> Exercise requirements: Read through the data and count the lines that contain the string "image"; give only the result.

── Raw data

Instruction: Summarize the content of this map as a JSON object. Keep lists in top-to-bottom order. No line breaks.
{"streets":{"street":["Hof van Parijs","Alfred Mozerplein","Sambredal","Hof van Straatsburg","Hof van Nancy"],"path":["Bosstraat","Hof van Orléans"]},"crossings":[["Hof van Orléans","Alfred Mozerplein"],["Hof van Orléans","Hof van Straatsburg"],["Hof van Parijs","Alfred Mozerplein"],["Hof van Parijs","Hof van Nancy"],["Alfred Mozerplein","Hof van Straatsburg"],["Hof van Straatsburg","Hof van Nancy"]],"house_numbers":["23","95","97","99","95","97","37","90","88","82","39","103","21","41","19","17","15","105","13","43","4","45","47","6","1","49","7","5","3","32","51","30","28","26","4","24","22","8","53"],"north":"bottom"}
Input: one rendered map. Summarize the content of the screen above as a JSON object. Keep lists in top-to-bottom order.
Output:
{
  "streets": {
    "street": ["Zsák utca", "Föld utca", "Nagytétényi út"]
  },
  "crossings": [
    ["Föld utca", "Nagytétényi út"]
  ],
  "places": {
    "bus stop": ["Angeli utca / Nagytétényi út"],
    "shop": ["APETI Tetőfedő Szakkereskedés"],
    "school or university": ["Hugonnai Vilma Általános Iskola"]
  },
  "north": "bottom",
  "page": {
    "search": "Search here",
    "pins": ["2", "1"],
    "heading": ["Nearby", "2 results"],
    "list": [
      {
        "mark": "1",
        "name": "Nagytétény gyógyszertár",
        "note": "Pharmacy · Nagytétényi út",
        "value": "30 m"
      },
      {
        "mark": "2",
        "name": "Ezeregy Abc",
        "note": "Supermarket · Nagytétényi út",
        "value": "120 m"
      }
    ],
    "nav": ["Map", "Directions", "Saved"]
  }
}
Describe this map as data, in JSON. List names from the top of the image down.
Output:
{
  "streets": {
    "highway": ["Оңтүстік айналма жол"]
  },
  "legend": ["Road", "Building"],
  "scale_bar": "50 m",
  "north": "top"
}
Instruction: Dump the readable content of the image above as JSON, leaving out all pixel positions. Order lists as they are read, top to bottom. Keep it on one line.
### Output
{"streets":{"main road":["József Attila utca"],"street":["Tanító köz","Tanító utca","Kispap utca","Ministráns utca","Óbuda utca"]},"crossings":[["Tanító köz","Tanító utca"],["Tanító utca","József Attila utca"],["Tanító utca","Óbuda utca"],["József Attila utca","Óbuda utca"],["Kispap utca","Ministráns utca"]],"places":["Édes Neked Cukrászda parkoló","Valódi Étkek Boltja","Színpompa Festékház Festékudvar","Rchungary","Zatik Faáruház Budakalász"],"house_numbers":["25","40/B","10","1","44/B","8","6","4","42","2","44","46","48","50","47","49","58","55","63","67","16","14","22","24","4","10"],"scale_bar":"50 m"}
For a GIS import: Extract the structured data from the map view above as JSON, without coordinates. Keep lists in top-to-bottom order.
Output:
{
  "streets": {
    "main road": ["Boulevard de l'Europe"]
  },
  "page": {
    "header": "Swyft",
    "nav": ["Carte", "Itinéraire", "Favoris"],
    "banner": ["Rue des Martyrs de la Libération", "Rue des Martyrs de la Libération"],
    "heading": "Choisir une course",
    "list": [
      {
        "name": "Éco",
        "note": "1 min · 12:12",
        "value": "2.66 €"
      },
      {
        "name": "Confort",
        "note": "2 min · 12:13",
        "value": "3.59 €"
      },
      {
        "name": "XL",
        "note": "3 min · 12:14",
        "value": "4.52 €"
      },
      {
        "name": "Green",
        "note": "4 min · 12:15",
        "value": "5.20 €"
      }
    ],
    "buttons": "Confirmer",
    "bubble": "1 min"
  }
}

────

> Exercise result: 2